= RECORDS PROVIDED =

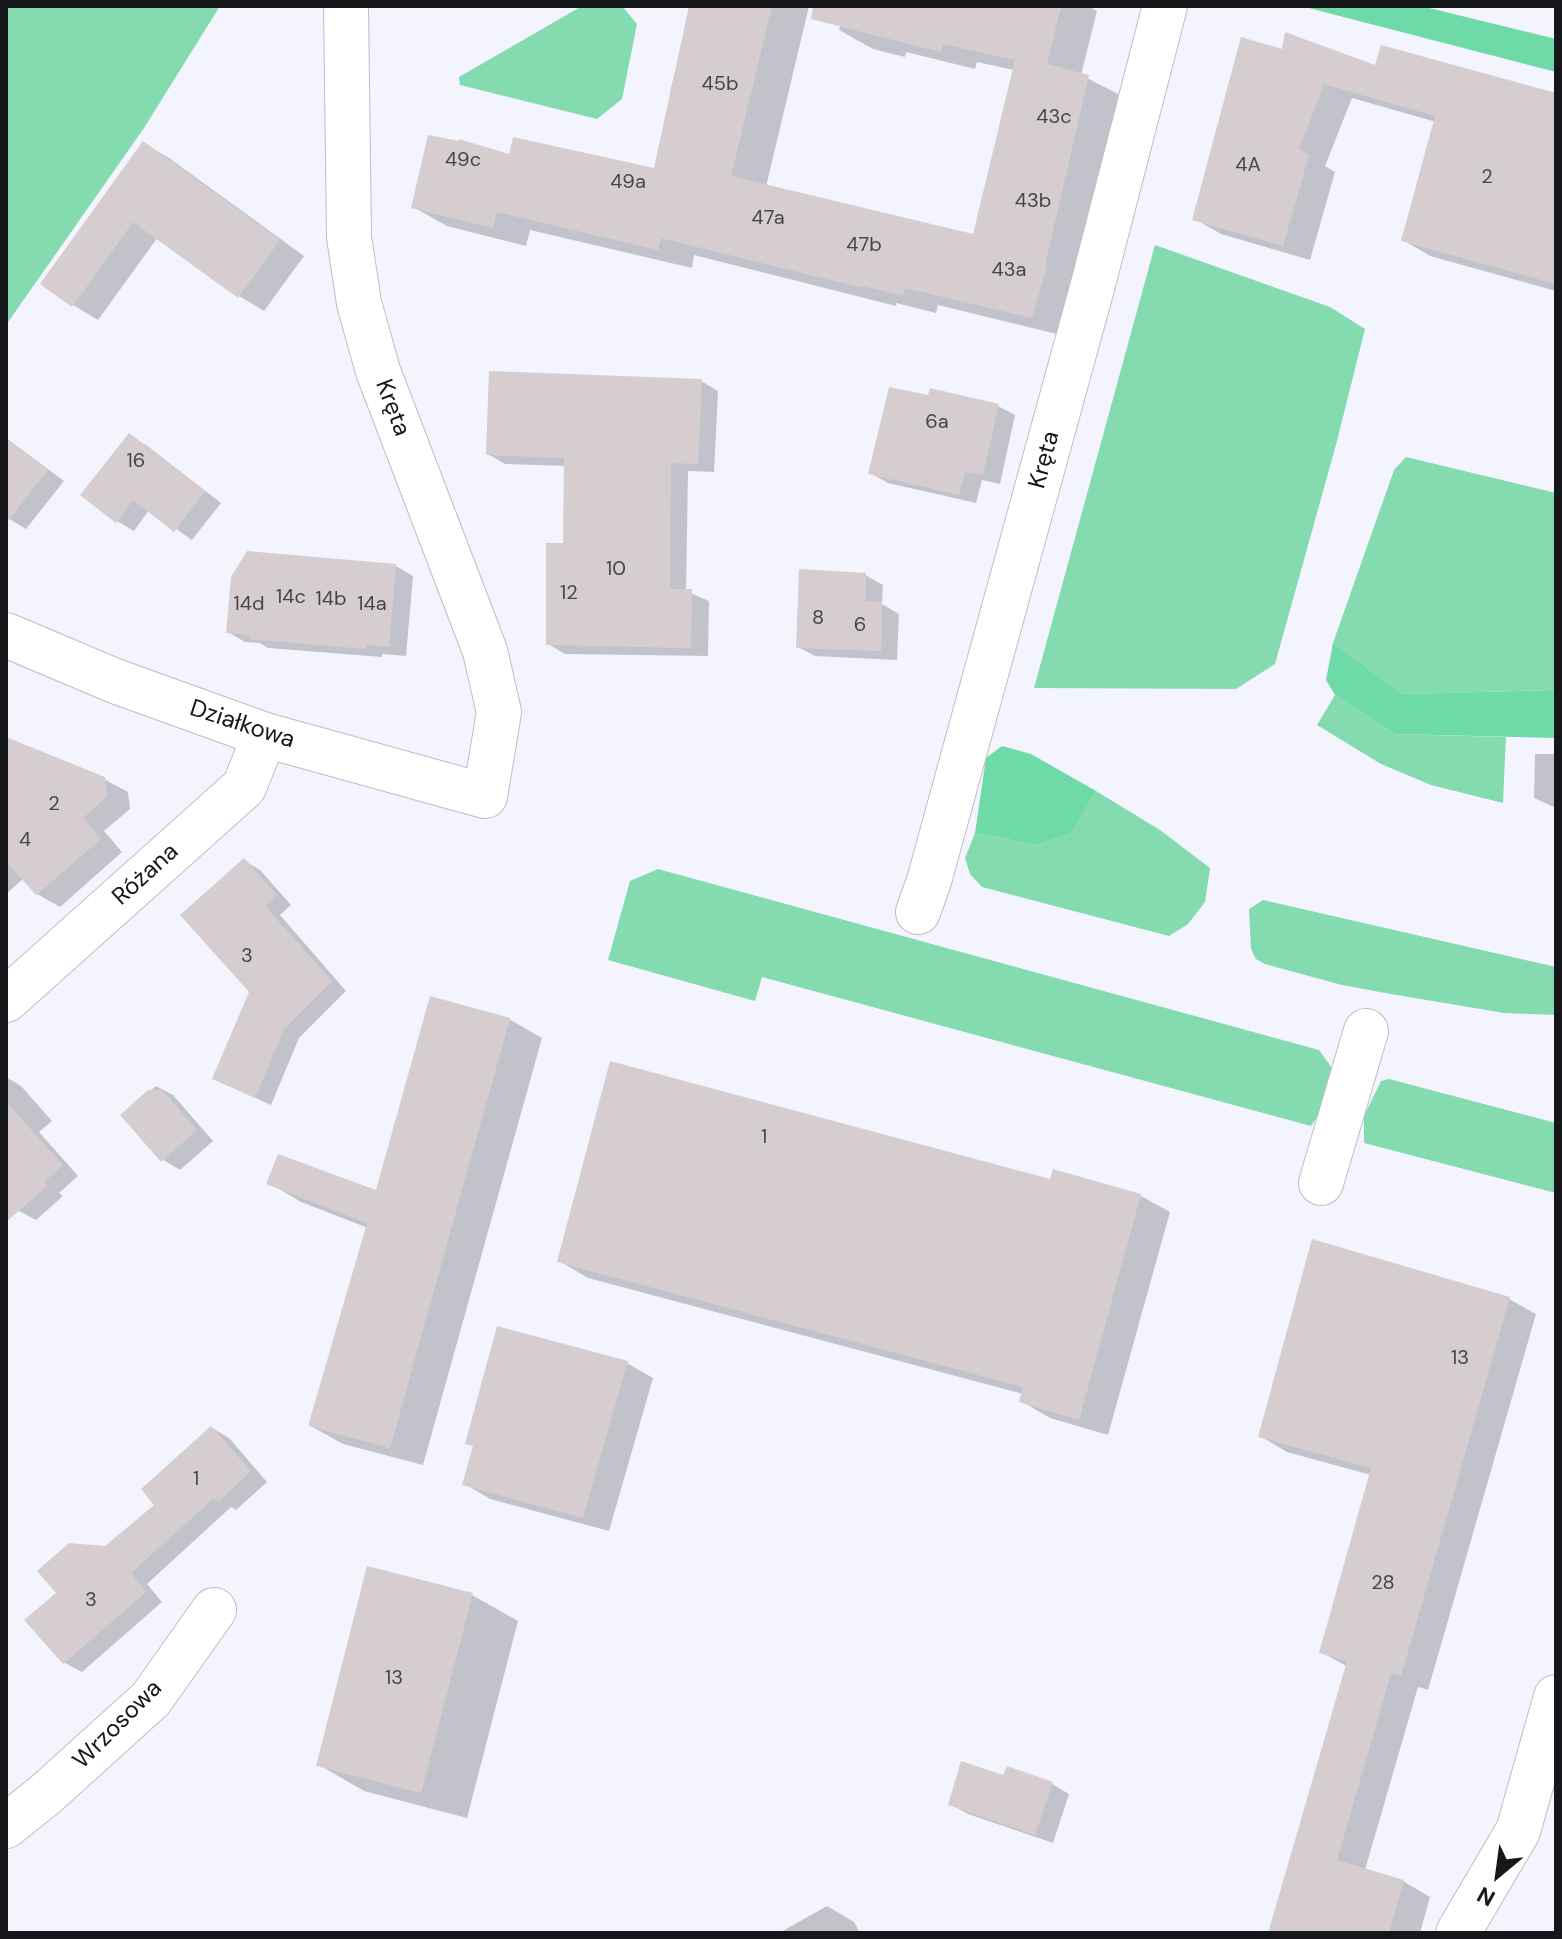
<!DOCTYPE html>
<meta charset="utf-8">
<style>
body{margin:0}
#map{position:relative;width:1562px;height:1939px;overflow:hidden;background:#f3f4fd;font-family:"DM Sans",sans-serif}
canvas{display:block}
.frame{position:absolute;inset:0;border:8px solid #16171a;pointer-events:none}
.north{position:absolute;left:1458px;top:1835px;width:80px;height:80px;-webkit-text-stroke:6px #fff;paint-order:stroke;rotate:209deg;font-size:22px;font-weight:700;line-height:32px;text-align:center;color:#16171a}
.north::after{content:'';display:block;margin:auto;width:28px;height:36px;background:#16171a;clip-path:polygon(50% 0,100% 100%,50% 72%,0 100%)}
</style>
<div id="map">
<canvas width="1562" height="1939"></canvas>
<div class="frame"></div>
<div class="north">N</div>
</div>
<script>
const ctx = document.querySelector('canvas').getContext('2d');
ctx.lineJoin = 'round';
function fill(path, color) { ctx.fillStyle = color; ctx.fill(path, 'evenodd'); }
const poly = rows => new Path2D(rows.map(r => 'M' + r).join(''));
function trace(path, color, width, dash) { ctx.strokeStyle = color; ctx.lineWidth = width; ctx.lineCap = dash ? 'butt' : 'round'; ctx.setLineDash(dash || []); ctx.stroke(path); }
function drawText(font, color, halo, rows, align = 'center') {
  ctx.font = font + ' "DM Sans",sans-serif'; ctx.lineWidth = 6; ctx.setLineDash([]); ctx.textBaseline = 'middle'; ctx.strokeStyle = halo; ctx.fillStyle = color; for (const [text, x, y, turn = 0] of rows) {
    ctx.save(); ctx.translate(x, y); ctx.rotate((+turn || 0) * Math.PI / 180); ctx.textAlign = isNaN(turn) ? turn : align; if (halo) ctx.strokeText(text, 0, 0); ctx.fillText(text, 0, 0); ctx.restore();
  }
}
const green = poly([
 [6,6,220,6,144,128,6,325],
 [582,6,622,6,637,24,622,99,597,119,460,85,459,77],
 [1155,245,1330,307,1365,329,1337,441,1275,664,1236,689,1034,688],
 [1406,457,1556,493,1556,690,1403,694,1333,643,1394,470],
 [1335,695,1395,734,1506,737,1503,803,1431,785,1381,764,1317,725],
 [1096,791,1160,830,1210,868,1205,902,1188,924,1169,936,982,887,970,874,965,858,975,833,1037,845,1069,833],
 [658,869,1319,1050,1332,1068,1322,1110,1311,1126,762,977,755,1001,608,960,630,881],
 [1263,900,1556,967,1556,1015,1504,1013,1385,993,1342,985,1265,964,1256,959,1251,949,1249,909],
 [1389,1079,1556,1123,1556,1193,1364,1143,1364,1116,1381,1081]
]);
const forest = poly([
 [1301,6,1421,6,1556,39,1556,72],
 [1333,643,1403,694,1556,690,1556,738,1395,734,1335,695,1326,680],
 [1002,746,1031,754,1096,791,1070,833,1037,845,975,833,986,758]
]);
const shadow = poly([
 [692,6,809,6,766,187,975,237,1014,70,977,62,975,69,906,52,905,57,873,49,839,30,845,6,1088,6,1097,11,1081,75,1122,96,1065,336,938,305,936,313,896,303,896,306,694,255,692,268,530,230,526,246,447,226,413,207,511,156,655,171,672,93,670,92],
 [1284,52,1556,96,1556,291,1430,256,1403,240,1436,122,1352,98,1325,166,1335,172,1310,260,1221,234,1195,219],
 [144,144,169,158,304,256,264,311,239,296,158,237,98,320,73,305],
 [701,381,718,391,714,472,688,471,686,591,709,601,708,656,565,654,548,644,565,545,566,466,505,464,488,454],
 [929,397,998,406,1015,415,1000,484,982,480,976,503,888,483,870,473],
 [129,435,146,445,221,503,192,540,149,510,134,531,117,521],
 [6,438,64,481,26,529,6,517],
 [396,566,413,576,406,656,382,654,382,657,268,648,260,643,245,642,228,632],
 [865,575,883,585,882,604,899,614,897,660,815,656,798,647],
 [6,740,104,779,128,792,130,809,104,831,122,852,60,907,37,894,24,878,6,894],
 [1535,754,1556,754,1556,808,1534,798],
 [245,861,260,870,291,905,280,915,346,991,299,1038,271,1105,215,1079,251,991],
 [509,1019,542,1038,423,1465,343,1444,311,1426,368,1228,301,1202,269,1183,378,1193],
 [6,1077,21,1086,52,1121,39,1132,78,1176,59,1193,63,1196,36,1220,19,1211,6,1197],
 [156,1086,173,1095,213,1141,180,1170,163,1160,123,1115],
 [1054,1172,1141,1196,1170,1212,1108,1435,1050,1418,1021,1401,1023,1394,588,1278,559,1261,1051,1182],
 [1509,1299,1536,1314,1428,1690,1418,1687,1365,1870,1403,1881,1430,1897,1420,1933,1270,1933,1348,1667,1321,1652,1371,1475,1287,1452,1260,1436],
 [627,1363,653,1378,609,1531,490,1499,465,1484,474,1447,467,1443],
 [212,1428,229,1438,267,1482,236,1510,231,1507,147,1584,162,1602,82,1672,65,1663,27,1620,157,1505],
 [472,1595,518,1621,467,1818,364,1791,319,1765],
 [1005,1777,1052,1784,1069,1794,1053,1843,968,1814,950,1804],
 [827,1906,854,1922,860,1933,779,1933]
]);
const building = poly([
 [689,6,772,6,731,176,973,234,1015,60,943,44,941,52,811,19,813,6,1061,6,1047,64,1089,75,1045,265,1047,267,1032,318,905,288,903,296,863,286,863,288,661,238,658,250,497,212,493,228,411,208,428,135,459,141,459,139,509,154,513,137,654,168],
 [1285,32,1375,65,1381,45,1556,93,1556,284,1401,241,1435,116,1324,84,1299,149,1309,155,1283,246,1192,220,1241,37,1282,49],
 [143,141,280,240,238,298,133,222,72,307,40,284],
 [489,371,702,379,698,464,671,463,670,589,692,589,691,648,546,645,546,543,563,543,564,458,486,455],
 [889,387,928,395,930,388,999,404,983,475,965,472,959,495,868,474],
 [129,433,205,491,174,532,133,500,116,523,80,495],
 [6,439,48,470,6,523],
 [247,551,396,564,389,647,366,645,366,649,249,639,250,635,226,633,231,577],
 [799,569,866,573,866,601,882,602,881,651,796,648],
 [6,737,105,777,107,796,83,818,101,839,36,895,6,862],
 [244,858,277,895,265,906,332,981,284,1029,255,1098,212,1079,249,992,180,915],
 [430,996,510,1018,390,1448,308,1426,367,1223,266,1184,278,1154,376,1190],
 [610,1061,1050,1179,1053,1169,1141,1194,1079,1420,1019,1402,1023,1387,557,1262],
 [148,1090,162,1090,197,1130,161,1162,120,1115],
 [6,1102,63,1165,44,1182,47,1186,6,1222],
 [1312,1239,1510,1297,1401,1676,1391,1673,1337,1860,1404,1880,1389,1933,1268,1933,1347,1661,1319,1653,1371,1468,1258,1437],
 [497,1326,628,1361,583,1518,462,1485,473,1446,465,1444],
 [211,1426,251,1471,218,1502,214,1498,131,1573,146,1592,63,1664,24,1620,56,1593,37,1571,69,1543,105,1546,154,1505,141,1489],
 [367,1566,473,1593,421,1793,316,1766],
 [961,1761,1003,1775,1007,1766,1053,1782,1035,1835,948,1805]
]);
const minor = poly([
 [6,635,115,681,265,735,485,796,499,712,485,651,378,371,359,303,349,237,346,6],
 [918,912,929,881,1092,288,1165,6],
 [6,1000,244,787,265,735],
 [1321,1183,1366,1031],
 [6,1826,46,1794,151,1699,214,1610],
 [1458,1933,1518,1831,1556,1697]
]);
const numberNames = [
 ["45b",720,85],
 ["43c",1054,118],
 ["49c",463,161],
 ["4A",1248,166],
 ["2",1487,178],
 ["49a",628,183],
 ["43b",1033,202],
 ["47a",768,219],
 ["47b",864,246],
 ["43a",1009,271],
 ["6a",937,423],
 ["16",136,462],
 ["10",616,570],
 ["12",569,594],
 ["14c",291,598],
 ["14b",331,600],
 ["14d",249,605],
 ["14a",372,605],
 ["8",818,619],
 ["6",860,626],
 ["2",54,805],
 ["4",25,841],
 ["3",247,957],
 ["1",764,1138],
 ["13",1460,1359],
 ["1",196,1480],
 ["28",1383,1584],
 ["3",91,1601],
 ["13",394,1679]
];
const streetNames = [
 ["Kręta",392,408,69],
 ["Kręta",1045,460,-75],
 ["Działkowa",242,725,18],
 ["Różana",146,875,-42],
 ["Wrzosowa",118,1725,-45]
];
fill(green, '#84dbb0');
fill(forest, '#6ddaa7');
fill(shadow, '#0003');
fill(building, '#d6cdd1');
trace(minor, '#bdbec6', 46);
trace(minor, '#fff', 44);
drawText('20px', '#464448', null, numberNames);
drawText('24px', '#16171a', '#fff', streetNames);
</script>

= GOAL OF THE EXERCISE =
What is the number of lines in the listing above that contain the string "strokeStyle"? Give only the number.

= TASK RESULT =
2